_EXERCISE BRIEF_: Count the lines in the entries that contain the string "family". State nothing but the number.

Collected data:
::::
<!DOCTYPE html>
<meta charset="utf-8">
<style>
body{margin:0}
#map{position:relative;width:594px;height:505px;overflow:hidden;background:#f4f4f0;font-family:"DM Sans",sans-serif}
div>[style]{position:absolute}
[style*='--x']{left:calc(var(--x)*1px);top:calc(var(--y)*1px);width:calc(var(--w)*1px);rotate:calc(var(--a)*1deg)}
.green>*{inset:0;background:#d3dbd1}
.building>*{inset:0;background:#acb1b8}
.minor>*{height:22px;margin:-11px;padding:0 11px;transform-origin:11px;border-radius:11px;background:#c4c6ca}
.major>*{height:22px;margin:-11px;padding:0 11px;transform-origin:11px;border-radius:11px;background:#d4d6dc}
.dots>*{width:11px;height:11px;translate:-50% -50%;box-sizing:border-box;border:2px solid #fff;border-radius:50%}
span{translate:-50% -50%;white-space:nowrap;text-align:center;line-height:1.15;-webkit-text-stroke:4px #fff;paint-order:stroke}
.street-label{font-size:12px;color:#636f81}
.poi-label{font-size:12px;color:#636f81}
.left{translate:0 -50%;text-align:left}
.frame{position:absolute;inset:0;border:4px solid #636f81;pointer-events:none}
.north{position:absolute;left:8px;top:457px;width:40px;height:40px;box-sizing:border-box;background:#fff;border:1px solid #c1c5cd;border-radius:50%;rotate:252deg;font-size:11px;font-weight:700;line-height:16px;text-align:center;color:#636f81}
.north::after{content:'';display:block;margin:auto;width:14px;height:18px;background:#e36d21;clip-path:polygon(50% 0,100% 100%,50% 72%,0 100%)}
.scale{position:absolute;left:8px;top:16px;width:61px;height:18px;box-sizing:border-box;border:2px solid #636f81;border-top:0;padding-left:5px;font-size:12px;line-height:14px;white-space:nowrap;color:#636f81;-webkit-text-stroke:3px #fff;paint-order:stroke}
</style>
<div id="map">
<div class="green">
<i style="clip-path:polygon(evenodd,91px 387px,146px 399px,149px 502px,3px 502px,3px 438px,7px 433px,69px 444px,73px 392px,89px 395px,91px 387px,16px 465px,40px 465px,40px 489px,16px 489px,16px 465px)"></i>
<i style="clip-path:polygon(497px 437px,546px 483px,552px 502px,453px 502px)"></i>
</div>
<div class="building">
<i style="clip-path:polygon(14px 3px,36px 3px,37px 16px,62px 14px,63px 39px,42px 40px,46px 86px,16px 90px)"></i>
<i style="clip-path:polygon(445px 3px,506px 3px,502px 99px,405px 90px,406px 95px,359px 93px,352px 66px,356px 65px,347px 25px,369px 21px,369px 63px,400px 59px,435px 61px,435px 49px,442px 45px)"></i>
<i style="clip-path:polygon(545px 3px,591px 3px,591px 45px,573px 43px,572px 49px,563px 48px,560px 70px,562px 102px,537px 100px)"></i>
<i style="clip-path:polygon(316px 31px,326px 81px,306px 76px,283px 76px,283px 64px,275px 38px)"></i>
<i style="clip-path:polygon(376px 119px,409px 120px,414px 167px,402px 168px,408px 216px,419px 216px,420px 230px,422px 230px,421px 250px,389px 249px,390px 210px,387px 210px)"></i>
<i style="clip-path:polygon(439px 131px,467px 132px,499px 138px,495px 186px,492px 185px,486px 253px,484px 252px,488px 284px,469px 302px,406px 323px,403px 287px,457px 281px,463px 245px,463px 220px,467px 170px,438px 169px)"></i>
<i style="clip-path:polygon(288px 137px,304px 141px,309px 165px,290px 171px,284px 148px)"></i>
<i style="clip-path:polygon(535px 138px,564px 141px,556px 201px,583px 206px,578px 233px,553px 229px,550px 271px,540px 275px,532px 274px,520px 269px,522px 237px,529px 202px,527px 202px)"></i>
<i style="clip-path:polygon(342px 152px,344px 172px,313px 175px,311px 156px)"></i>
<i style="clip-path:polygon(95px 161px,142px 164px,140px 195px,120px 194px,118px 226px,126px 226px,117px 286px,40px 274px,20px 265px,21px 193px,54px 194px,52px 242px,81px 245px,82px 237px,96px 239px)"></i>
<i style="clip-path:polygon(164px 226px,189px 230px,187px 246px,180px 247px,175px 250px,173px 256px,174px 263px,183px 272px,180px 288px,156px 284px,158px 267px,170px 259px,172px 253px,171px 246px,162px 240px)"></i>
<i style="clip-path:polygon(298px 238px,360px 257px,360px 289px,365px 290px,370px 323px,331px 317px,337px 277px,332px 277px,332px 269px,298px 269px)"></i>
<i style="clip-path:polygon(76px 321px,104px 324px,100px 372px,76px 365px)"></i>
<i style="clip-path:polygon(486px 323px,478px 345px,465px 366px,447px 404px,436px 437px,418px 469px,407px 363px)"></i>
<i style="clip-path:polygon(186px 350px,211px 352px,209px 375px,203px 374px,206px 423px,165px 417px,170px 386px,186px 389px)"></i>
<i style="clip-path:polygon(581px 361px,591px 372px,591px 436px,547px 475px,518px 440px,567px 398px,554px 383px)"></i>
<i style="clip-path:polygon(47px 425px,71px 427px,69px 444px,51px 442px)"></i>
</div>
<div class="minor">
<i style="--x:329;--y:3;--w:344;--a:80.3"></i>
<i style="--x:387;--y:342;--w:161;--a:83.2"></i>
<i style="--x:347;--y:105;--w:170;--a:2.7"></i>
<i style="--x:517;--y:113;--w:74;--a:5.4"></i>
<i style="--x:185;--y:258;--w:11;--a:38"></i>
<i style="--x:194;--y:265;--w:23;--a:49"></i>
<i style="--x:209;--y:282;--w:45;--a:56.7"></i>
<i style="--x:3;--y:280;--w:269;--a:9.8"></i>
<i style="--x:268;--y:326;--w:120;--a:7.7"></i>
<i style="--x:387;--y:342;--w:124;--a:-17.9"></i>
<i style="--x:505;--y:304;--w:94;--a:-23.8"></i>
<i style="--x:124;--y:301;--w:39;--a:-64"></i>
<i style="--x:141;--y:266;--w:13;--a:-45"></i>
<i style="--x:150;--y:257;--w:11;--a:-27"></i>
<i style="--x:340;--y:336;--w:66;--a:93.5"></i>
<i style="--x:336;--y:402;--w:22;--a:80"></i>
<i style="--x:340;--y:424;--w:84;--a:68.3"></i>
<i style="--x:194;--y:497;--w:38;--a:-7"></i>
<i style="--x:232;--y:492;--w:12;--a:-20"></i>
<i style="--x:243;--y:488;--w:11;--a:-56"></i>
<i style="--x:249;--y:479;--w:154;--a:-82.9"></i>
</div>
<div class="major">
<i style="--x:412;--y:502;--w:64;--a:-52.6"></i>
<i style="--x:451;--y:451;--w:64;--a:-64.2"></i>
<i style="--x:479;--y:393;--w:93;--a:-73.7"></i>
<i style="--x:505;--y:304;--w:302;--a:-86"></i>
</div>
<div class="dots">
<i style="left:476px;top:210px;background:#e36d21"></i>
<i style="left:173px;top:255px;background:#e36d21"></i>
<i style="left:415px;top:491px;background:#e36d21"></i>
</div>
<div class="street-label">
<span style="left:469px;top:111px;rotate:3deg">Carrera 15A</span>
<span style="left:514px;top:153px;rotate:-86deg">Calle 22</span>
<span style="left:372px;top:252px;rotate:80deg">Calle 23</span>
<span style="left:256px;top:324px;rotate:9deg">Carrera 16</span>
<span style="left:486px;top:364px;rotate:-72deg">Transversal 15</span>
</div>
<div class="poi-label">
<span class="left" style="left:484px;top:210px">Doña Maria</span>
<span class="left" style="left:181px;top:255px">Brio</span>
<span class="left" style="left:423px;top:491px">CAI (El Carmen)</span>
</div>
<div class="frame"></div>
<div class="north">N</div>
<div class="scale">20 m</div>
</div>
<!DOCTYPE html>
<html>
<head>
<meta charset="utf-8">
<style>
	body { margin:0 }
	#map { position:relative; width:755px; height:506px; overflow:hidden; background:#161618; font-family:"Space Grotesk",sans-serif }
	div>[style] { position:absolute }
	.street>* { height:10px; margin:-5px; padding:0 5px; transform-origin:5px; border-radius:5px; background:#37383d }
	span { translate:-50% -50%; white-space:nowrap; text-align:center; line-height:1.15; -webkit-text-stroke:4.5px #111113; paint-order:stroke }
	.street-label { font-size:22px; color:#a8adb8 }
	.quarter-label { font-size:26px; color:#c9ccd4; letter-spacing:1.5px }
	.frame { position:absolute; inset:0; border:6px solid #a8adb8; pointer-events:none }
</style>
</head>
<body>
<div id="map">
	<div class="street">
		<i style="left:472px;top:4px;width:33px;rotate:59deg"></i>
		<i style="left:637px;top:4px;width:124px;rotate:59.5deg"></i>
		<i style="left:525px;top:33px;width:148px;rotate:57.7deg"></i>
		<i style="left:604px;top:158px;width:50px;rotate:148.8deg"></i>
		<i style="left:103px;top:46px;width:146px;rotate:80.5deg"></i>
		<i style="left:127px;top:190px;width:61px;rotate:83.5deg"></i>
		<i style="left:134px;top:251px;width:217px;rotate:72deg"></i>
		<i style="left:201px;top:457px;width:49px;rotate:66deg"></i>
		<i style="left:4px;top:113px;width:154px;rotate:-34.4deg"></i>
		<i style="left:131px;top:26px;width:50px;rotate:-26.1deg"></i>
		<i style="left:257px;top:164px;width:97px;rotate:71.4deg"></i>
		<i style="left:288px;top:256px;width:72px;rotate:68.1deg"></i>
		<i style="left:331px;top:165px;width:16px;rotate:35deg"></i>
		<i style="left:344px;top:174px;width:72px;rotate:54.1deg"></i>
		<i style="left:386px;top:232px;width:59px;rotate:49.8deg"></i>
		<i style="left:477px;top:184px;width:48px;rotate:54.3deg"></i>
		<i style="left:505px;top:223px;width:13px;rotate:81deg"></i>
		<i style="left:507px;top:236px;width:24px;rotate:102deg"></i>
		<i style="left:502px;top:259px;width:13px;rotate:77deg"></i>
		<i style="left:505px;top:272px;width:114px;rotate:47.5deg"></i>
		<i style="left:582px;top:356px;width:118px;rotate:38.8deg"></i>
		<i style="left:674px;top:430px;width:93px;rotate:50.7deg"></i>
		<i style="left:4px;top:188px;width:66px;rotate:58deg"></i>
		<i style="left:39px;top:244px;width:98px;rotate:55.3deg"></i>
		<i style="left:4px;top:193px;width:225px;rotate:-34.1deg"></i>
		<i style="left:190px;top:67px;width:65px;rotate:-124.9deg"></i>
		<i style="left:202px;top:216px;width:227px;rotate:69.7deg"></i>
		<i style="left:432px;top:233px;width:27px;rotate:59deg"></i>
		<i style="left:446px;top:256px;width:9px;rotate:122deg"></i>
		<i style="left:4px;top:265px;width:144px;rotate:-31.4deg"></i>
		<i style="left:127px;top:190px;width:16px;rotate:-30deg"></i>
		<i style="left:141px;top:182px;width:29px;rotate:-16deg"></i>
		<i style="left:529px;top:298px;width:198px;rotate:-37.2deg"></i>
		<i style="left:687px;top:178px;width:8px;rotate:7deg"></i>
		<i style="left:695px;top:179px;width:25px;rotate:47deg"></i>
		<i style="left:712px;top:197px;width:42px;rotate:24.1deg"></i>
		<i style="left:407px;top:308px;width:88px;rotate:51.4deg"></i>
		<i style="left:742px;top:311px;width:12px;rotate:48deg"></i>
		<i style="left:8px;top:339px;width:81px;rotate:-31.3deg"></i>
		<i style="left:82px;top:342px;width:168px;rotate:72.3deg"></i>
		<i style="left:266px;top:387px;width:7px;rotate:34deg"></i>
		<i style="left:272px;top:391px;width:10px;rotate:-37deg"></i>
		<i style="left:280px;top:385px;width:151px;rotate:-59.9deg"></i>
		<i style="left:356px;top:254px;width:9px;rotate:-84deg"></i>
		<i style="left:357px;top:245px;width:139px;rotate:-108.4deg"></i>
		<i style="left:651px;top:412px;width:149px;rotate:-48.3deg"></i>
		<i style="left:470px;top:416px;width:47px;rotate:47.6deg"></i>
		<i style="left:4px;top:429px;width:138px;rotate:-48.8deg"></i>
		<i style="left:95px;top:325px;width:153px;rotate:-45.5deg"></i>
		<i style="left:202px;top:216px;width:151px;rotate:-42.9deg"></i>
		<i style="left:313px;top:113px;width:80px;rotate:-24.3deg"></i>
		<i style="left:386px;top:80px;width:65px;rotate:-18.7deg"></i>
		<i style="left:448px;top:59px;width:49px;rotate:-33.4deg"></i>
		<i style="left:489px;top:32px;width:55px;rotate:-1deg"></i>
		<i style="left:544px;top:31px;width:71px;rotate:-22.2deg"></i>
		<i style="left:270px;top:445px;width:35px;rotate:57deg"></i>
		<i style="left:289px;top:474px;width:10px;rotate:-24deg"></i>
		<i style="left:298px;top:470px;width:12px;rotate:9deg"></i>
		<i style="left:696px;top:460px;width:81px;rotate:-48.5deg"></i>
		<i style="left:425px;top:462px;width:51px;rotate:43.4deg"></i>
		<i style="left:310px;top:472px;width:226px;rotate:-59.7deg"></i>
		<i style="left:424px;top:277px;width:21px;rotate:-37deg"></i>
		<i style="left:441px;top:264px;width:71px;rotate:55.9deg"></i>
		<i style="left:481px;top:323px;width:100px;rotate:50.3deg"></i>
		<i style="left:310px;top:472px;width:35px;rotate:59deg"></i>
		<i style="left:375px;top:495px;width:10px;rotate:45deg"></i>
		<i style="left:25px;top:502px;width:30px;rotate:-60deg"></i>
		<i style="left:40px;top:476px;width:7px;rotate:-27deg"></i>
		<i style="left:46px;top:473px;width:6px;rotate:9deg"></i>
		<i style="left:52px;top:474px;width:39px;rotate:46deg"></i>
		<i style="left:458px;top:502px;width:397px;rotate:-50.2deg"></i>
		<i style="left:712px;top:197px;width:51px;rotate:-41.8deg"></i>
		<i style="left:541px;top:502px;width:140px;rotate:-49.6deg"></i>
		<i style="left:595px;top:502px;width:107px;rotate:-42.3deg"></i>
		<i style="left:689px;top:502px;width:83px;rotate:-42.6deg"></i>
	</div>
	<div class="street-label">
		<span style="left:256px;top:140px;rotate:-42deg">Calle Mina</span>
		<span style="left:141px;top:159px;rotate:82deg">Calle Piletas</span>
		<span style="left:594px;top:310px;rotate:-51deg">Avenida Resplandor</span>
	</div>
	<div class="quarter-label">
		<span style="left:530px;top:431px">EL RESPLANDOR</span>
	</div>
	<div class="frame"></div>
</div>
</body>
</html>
::::
_RESULT OF THE EXERCISE_: 2